(Dataset entries)
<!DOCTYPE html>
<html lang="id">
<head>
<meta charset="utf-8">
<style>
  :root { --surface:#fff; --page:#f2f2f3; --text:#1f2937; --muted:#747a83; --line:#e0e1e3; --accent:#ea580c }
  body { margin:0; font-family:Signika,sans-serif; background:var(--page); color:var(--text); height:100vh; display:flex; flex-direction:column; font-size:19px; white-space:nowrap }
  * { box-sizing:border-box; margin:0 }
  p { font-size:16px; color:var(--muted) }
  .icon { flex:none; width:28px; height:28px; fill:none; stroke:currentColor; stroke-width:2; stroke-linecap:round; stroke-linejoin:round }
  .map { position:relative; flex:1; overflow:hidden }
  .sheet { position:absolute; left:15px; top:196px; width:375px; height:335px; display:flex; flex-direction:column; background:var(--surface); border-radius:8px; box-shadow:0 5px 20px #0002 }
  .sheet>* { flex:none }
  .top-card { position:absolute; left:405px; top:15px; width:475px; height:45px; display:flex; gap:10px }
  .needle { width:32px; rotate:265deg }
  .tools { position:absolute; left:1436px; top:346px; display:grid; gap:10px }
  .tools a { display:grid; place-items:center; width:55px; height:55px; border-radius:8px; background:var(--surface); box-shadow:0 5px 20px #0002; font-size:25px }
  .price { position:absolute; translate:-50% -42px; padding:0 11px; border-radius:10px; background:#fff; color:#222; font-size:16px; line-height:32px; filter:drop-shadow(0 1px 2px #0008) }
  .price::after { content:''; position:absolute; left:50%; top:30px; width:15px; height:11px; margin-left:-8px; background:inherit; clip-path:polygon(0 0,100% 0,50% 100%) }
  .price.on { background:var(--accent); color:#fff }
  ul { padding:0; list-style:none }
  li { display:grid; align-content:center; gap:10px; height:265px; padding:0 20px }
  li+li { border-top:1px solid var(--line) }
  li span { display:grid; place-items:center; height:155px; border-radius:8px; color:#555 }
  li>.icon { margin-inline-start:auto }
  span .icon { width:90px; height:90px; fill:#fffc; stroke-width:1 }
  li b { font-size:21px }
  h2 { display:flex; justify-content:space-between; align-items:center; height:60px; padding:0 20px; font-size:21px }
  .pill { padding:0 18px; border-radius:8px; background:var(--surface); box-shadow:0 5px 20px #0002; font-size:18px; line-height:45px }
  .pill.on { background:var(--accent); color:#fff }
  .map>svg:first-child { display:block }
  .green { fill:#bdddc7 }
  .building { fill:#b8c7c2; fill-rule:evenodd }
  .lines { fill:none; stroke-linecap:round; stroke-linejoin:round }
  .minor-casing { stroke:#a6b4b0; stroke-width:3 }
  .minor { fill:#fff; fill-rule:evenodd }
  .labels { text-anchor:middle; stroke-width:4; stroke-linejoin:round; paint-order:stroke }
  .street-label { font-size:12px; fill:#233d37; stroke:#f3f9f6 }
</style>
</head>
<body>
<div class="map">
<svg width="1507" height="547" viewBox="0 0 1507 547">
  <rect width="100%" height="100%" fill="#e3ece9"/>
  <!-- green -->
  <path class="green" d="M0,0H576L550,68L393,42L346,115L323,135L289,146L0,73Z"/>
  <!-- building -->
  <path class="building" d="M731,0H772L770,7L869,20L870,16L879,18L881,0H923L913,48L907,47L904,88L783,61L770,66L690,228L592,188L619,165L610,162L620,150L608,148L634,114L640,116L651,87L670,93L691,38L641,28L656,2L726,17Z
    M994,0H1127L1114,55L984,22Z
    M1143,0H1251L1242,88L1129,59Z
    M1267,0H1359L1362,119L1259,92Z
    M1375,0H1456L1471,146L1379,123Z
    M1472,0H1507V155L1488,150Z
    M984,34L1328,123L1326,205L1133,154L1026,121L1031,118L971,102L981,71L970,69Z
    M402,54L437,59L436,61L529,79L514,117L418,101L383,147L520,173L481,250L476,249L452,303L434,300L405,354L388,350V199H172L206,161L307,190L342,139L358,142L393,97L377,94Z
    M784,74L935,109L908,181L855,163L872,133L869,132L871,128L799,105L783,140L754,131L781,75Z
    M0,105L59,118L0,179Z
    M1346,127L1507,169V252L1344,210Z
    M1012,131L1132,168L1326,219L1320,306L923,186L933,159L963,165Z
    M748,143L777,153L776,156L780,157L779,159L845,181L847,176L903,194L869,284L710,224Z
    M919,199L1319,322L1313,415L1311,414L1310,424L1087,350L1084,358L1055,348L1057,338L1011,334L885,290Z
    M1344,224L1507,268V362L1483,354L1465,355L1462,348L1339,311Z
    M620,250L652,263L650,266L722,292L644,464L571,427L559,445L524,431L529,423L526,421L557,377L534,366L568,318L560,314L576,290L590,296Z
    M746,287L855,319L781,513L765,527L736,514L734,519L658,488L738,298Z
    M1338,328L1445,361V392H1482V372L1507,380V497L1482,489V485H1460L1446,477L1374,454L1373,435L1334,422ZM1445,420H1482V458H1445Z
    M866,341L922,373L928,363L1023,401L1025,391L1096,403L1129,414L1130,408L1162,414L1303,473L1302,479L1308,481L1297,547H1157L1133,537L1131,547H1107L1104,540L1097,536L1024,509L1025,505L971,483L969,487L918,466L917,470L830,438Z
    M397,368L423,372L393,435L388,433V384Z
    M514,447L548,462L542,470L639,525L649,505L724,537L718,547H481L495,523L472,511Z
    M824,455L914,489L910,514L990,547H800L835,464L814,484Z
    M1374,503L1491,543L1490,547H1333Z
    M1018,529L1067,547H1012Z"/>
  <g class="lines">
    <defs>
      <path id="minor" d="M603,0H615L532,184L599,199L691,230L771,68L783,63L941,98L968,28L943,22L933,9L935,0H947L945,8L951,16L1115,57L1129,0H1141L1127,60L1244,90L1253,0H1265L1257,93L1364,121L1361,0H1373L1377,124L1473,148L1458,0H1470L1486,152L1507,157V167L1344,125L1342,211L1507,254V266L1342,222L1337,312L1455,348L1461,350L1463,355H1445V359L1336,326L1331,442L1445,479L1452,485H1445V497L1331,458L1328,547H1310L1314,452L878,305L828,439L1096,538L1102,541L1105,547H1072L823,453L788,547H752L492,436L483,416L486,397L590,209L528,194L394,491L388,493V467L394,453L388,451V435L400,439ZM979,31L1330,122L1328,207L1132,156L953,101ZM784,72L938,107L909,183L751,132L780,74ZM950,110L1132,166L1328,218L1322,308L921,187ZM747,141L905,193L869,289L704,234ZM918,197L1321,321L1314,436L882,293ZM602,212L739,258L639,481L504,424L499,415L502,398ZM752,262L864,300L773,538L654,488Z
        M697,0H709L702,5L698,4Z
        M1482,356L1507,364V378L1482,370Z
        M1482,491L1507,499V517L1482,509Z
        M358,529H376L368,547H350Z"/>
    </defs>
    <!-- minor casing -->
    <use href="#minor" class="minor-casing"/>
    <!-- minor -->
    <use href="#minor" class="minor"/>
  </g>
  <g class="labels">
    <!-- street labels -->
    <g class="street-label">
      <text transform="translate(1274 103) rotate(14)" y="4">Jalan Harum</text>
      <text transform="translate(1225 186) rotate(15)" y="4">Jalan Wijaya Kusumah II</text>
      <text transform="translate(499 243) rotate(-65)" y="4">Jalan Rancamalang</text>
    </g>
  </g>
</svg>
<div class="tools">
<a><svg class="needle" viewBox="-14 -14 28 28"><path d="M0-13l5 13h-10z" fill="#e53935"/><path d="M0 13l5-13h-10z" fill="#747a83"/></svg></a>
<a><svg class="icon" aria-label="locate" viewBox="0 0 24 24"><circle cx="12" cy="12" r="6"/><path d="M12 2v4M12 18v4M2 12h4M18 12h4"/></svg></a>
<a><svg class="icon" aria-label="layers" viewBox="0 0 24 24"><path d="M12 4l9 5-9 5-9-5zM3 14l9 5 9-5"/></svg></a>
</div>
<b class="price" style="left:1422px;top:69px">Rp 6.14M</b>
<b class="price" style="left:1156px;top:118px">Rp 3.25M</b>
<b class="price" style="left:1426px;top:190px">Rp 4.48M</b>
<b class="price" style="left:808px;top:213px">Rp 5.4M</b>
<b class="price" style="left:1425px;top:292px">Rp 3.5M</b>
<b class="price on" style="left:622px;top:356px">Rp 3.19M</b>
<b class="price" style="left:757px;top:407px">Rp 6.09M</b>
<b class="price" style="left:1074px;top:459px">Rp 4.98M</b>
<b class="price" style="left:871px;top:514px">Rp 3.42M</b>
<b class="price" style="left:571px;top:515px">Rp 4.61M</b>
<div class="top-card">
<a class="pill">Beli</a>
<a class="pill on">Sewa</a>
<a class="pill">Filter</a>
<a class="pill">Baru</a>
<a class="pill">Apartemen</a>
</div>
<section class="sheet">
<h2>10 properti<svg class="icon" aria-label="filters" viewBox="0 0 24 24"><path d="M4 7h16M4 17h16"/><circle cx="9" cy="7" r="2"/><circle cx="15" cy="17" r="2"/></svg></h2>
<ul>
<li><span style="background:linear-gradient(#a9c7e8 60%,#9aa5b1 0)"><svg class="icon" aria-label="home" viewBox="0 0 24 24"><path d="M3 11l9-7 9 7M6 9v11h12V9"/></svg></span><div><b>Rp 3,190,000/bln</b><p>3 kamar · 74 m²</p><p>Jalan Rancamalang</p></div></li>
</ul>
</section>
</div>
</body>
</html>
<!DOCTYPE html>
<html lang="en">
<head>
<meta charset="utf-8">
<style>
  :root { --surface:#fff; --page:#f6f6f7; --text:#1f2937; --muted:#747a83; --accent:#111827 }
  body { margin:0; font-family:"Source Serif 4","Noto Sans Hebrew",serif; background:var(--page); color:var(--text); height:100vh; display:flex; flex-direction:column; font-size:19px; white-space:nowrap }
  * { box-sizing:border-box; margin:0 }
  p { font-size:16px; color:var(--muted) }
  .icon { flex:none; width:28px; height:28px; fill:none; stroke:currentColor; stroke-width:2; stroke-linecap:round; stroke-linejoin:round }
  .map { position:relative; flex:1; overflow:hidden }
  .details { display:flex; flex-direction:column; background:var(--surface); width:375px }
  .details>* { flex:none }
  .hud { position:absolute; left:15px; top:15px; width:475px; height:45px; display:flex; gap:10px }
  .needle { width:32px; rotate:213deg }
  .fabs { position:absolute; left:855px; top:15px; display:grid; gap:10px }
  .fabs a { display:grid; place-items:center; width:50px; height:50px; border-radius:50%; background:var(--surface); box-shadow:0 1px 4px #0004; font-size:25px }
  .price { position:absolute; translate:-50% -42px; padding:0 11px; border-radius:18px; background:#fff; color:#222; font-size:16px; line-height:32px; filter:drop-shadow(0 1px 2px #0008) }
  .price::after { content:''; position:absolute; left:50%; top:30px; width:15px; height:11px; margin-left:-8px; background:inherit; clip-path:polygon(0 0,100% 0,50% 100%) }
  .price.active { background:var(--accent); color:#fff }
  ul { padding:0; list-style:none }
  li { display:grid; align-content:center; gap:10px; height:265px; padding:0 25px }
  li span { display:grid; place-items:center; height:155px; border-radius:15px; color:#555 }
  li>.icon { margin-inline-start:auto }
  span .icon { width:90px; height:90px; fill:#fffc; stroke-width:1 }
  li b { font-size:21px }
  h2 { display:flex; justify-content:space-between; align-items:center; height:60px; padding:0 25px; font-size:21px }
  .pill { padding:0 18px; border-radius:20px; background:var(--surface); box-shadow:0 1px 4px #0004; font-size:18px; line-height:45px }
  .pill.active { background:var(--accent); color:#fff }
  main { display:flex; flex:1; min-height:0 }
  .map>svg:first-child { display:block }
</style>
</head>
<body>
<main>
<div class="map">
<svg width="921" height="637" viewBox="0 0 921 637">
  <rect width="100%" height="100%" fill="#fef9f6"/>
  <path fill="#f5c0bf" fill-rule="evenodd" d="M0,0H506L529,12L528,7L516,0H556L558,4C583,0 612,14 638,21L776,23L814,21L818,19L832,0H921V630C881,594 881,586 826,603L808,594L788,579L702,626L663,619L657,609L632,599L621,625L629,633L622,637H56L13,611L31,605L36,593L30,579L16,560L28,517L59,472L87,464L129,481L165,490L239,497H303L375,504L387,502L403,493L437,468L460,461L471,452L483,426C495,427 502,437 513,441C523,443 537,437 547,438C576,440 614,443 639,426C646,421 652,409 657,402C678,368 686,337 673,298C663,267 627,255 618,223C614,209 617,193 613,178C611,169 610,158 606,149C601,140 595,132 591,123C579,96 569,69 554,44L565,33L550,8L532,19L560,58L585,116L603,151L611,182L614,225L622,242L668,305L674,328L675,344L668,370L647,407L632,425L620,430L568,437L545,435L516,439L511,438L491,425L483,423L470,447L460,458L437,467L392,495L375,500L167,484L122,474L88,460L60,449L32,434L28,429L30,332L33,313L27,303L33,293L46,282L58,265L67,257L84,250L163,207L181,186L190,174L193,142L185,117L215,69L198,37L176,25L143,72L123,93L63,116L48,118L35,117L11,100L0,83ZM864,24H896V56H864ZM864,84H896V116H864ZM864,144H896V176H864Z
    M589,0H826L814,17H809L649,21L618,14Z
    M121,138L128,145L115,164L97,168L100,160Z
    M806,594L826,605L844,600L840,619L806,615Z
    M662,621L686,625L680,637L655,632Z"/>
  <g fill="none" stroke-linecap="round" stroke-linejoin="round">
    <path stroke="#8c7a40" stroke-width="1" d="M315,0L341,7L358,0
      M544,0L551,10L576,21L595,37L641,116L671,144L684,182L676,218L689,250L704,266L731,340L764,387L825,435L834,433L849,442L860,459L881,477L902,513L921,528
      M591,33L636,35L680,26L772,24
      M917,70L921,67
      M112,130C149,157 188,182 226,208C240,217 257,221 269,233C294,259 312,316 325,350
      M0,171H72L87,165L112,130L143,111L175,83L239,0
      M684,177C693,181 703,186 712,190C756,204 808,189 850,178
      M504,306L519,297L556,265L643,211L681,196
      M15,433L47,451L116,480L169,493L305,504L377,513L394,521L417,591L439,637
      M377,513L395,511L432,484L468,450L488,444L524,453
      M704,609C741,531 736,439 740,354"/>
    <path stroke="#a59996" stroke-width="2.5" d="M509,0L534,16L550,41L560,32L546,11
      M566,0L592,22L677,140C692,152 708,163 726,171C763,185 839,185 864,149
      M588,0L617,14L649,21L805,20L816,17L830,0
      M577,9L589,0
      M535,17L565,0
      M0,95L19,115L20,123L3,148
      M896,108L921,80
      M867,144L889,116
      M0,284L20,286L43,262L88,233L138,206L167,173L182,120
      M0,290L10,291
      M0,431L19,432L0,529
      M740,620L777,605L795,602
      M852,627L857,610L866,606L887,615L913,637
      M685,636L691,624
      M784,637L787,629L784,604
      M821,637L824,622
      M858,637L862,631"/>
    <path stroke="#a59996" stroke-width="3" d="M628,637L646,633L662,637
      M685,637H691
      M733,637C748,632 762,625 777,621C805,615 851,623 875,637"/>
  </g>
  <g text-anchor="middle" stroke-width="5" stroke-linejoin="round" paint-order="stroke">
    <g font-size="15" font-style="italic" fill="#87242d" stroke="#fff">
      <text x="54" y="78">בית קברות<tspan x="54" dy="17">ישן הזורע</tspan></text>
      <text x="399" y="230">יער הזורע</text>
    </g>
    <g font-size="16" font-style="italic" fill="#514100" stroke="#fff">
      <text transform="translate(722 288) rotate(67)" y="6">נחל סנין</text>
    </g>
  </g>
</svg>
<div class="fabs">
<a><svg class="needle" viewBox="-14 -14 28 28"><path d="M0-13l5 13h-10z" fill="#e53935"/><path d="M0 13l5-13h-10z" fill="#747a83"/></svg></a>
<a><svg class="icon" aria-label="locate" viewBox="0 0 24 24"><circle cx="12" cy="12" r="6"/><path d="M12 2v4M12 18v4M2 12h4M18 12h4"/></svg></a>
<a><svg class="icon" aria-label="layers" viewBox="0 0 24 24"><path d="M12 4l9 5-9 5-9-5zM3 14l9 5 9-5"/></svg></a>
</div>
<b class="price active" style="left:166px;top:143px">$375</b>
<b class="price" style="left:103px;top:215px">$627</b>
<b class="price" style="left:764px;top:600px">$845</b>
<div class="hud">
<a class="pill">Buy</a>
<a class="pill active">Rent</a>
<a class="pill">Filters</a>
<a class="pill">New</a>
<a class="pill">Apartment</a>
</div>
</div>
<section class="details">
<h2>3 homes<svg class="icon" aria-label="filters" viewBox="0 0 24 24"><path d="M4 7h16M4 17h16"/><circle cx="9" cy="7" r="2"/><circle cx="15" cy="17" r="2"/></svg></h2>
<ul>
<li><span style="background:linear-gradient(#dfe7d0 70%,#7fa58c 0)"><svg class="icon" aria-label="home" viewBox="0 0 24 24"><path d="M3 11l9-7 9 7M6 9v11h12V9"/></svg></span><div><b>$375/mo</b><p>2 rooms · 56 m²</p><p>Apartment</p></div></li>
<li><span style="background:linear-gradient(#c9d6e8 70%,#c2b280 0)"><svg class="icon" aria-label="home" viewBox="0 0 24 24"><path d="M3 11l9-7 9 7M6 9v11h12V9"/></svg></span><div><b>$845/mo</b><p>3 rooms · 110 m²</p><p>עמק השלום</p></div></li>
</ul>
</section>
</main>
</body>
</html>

### [EXERCISE INSTRUCTIONS]
For this task, write out exactly the lines of the entries above, starting at the line with "position:absolute; left:1436px; top:346px;" and ending at the line with "display:grid; place-items:center; width:55px;", both included, and no others.

### [EXERCISE RESPONSE]
  .tools { position:absolute; left:1436px; top:346px; display:grid; gap:10px }
  .tools a { display:grid; place-items:center; width:55px; height:55px; border-radius:8px; background:var(--surface); box-shadow:0 5px 20px #0002; font-size:25px }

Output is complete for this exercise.